Unangemessene Repräsentation bei Dienstreise mit Privatflugzeug
Hintergrund: Dienstreise mit eigenem Flugzeug
G war Geschäftsführer einer GmbH, an deren Kapital er nicht beteiligt war. Er besaß ein einmotoriges Privatflugzeug, das er im Streitjahr nicht nur für privat veranlasste Reisen, sondern zu rund 30 % auch für Flüge zu einigen beruflich veranlassten Auswärtsterminen im Inland und europäischen Ausland nutzte. Er steuerte das Flugzeug jeweils selbst und machte für die Flugkosten gegenüber der GmbH keine Kostenerstattung geltend. G ermittelte die Flugkosten mit rund 500 EUR je Flugstunde und machte für das Streitjahr für rund 30 Flugstunden rund 17.000 EUR als Werbungskosten bei seinen Einkünften aus nichtselbständiger Arbeit geltend. Das FA lehnte den Abzug insgesamt mit der Begründung ab, die Kosten seien privat veranlasst. Dem folgte das FG und wies darauf hin, es fehle zudem an einem geeigneten Aufteilungsmaßstab.
Entscheidung: Freie Wahl des Verkehrsmittels
Reisekosten sind jedenfalls dann als Werbungskosten abziehbar, wenn die Reise ausschließlich oder nahezu ausschließlich der beruflichen Sphäre zuzuordnen ist.
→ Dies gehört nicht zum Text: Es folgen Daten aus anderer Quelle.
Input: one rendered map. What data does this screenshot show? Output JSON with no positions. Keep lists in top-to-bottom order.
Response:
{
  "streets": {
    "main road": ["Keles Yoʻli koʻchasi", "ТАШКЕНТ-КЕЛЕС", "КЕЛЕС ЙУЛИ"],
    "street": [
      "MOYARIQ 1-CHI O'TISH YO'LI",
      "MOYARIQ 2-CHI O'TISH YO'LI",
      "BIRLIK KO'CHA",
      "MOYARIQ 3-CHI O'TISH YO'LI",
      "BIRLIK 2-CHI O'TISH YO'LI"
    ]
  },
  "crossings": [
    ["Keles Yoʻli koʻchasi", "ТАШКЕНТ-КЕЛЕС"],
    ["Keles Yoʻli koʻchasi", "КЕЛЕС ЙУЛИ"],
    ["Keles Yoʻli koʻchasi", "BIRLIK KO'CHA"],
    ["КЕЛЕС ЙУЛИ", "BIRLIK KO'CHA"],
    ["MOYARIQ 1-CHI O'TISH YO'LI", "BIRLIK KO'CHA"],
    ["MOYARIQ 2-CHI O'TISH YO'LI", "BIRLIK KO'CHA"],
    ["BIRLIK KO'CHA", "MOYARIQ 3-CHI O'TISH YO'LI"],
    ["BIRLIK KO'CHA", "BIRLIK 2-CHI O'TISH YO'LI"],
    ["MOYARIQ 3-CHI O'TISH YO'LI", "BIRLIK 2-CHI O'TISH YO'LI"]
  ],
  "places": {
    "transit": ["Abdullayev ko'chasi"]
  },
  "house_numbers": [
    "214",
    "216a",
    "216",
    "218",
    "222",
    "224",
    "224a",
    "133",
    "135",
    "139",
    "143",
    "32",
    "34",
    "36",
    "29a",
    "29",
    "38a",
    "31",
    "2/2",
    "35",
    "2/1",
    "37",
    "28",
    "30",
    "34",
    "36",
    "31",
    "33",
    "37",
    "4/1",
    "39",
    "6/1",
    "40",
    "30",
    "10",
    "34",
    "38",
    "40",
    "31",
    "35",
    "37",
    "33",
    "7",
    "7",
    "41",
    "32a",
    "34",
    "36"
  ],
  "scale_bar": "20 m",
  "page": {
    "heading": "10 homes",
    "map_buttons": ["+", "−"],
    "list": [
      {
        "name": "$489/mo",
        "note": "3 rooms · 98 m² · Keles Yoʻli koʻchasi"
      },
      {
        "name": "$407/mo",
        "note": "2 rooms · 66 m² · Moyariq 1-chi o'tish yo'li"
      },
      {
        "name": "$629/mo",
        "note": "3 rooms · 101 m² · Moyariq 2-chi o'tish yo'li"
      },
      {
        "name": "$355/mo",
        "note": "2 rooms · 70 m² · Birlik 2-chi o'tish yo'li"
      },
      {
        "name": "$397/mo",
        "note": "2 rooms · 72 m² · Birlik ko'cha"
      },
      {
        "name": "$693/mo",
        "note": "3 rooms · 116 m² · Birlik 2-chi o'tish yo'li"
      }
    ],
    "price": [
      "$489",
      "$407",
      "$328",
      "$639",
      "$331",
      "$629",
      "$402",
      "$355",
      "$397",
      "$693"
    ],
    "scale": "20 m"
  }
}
Demnach waren die hier strittigen Reisen beruflich veranlasst. Denn es handelte sich um berufliche Auswärtstermine des G. Für den Werbungskostenabzug von beruflich veranlassten Reisen kommt es dem Grunde nach nicht darauf an, welches Verkehrsmittel gewählt wird. Wie auch sonst bei beruflich veranlassten Aufwendungen ist es unerheblich, ob die Aufwendungen objektiv gesehen zweckmäßig und notwendig sind, selbst wenn sie sich nachtäglich als unwirtschaftlich erweisen. Liegt ein beruflicher Anlass vor, kann deshalb aus der Wahl des Verkehrsmittels grundsätzlich keine private Veranlassung der Reisekosten abgeleitet werden. Private Motive stehen dem Werbungskostenabzug nicht entgegen, wenn objektiv feststeht, dass die Aufwendungen nahezu ausschließlich beruflich veranlasst sind.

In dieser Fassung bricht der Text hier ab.